▶ [What this task involves]:
Give the listing again character for character, but drop the images.

- Opening Delimiter -

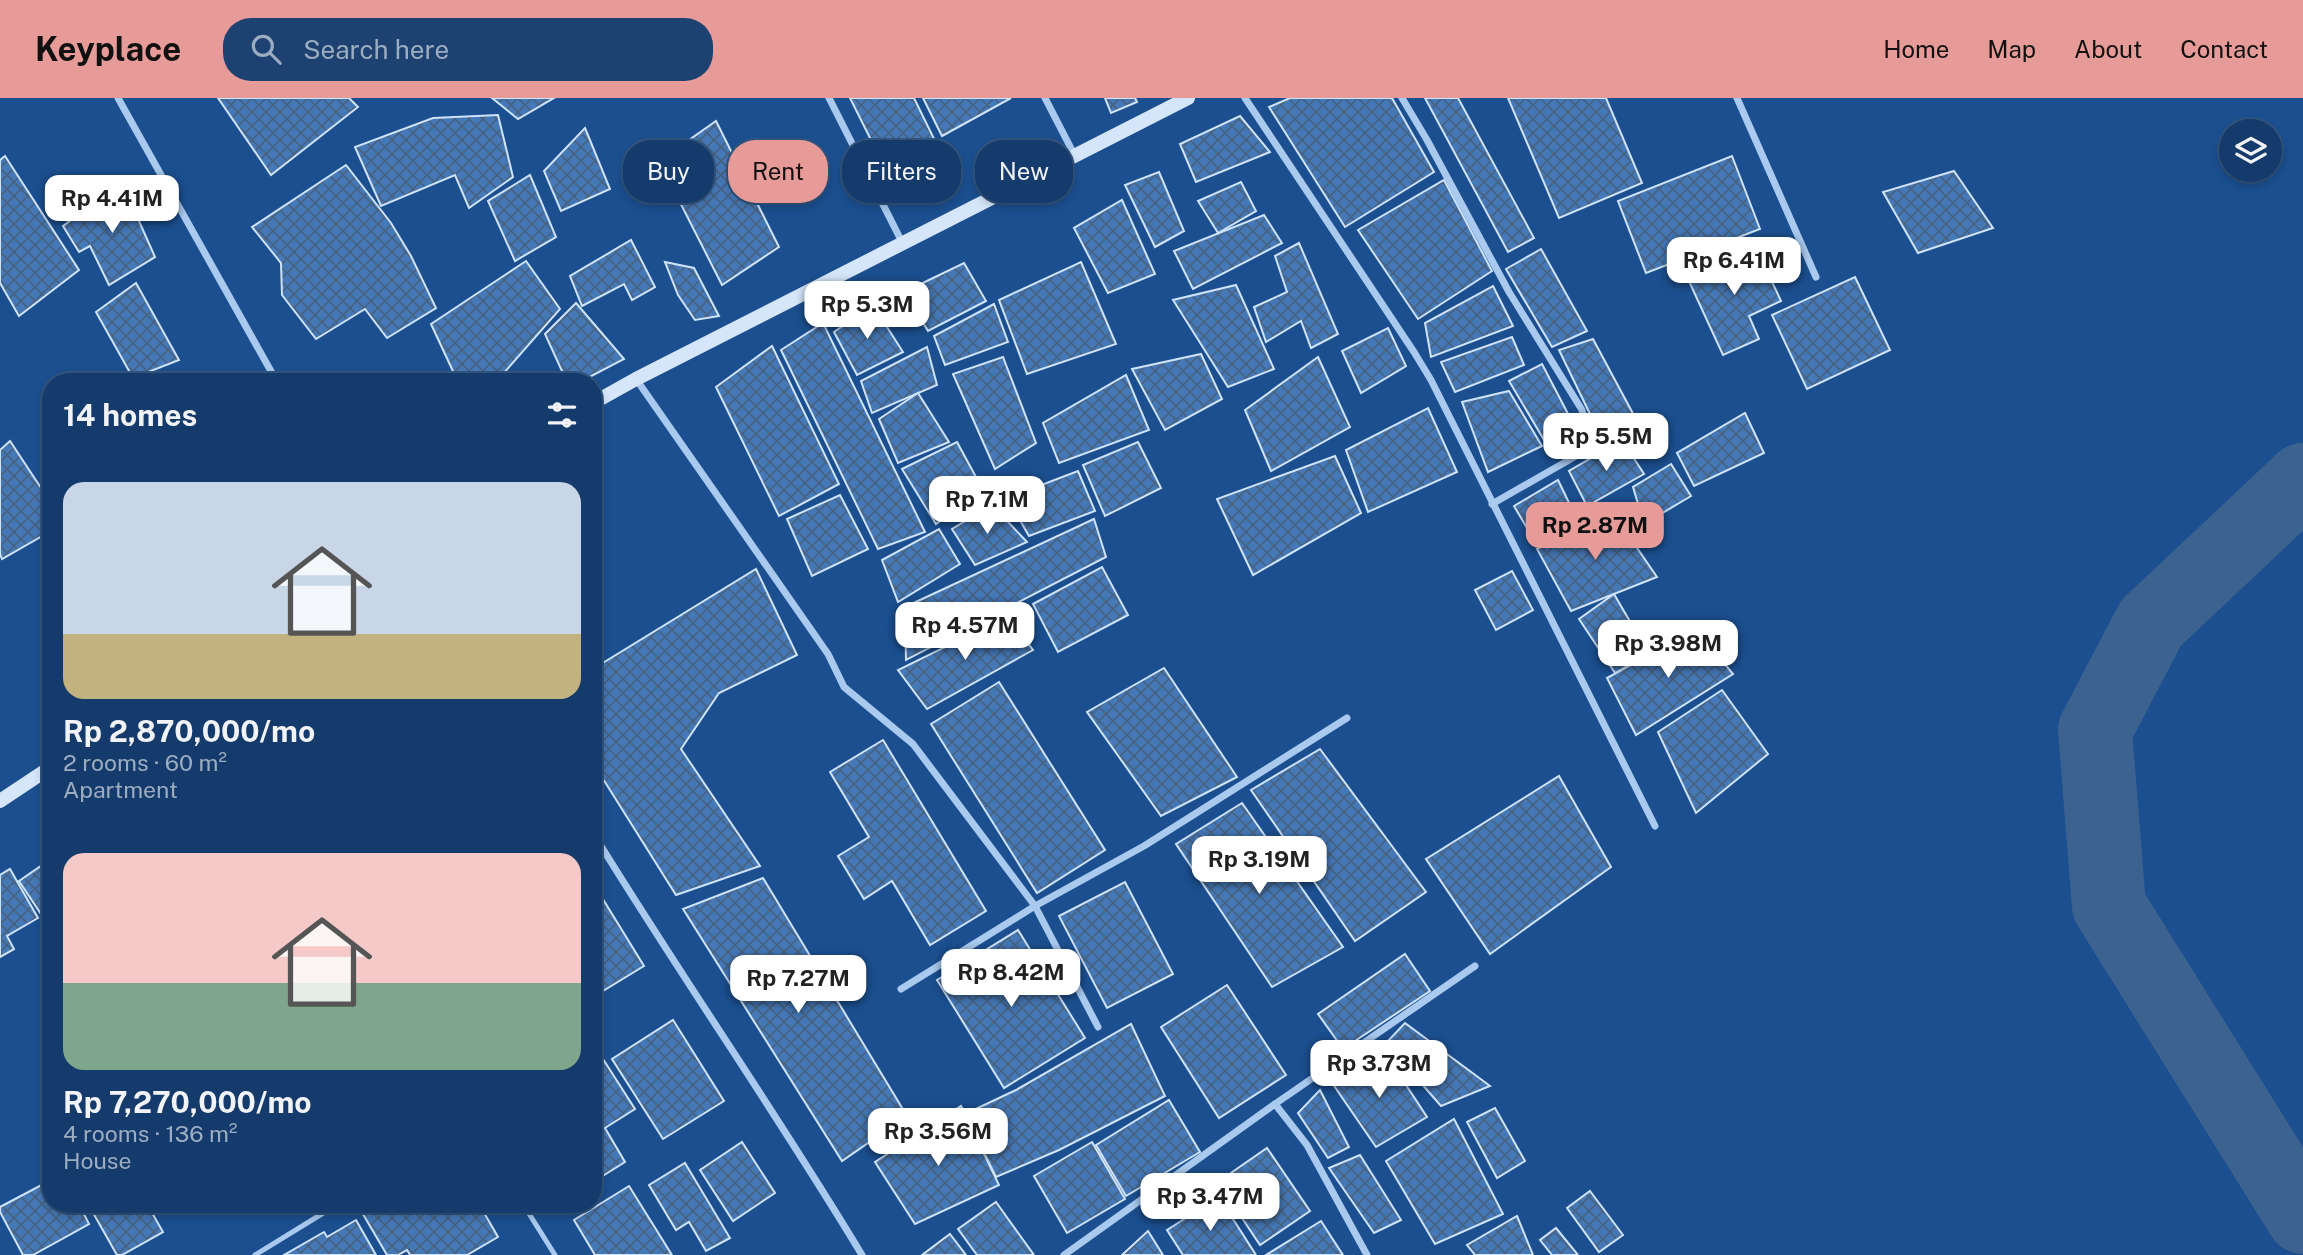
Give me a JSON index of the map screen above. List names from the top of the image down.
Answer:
{
  "page": {
    "header": "Keyplace",
    "search": "Search here",
    "nav": [
      "Home",
      "Map",
      "About",
      "Contact"
    ],
    "chip": [
      "Buy",
      "Rent",
      "Filters",
      "New"
    ],
    "price": [
      "Rp 4.41M",
      "Rp 6.41M",
      "Rp 5.3M",
      "Rp 5.5M",
      "Rp 7.1M",
      "Rp 2.87M",
      "Rp 4.57M",
      "Rp 3.98M",
      "Rp 3.19M",
      "Rp 8.42M",
      "Rp 7.27M",
      "Rp 3.73M",
      "Rp 3.56M",
      "Rp 3.47M"
    ],
    "heading": "14 homes",
    "list": [
      {
        "name": "Rp 2,870,000/mo",
        "note": "2 rooms · 60 m² · Apartment"
      },
      {
        "name": "Rp 7,270,000/mo",
        "note": "4 rooms · 136 m² · House"
      }
    ]
  }
}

- Closing Delimiter -

▶ [Output of the task]:
Give me a JSON index of the map screen above. List names from the top of the image down.
Answer:
{
  "page": {
    "header": "Keyplace",
    "search": "Search here",
    "nav": [
      "Home",
      "Map",
      "About",
      "Contact"
    ],
    "chip": [
      "Buy",
      "Rent",
      "Filters",
      "New"
    ],
    "price": [
      "Rp 4.41M",
      "Rp 6.41M",
      "Rp 5.3M",
      "Rp 5.5M",
      "Rp 7.1M",
      "Rp 2.87M",
      "Rp 4.57M",
      "Rp 3.98M",
      "Rp 3.19M",
      "Rp 8.42M",
      "Rp 7.27M",
      "Rp 3.73M",
      "Rp 3.56M",
      "Rp 3.47M"
    ],
    "heading": "14 homes",
    "list": [
      {
        "name": "Rp 2,870,000/mo",
        "note": "2 rooms · 60 m² · Apartment"
      },
      {
        "name": "Rp 7,270,000/mo",
        "note": "4 rooms · 136 m² · House"
      }
    ]
  }
}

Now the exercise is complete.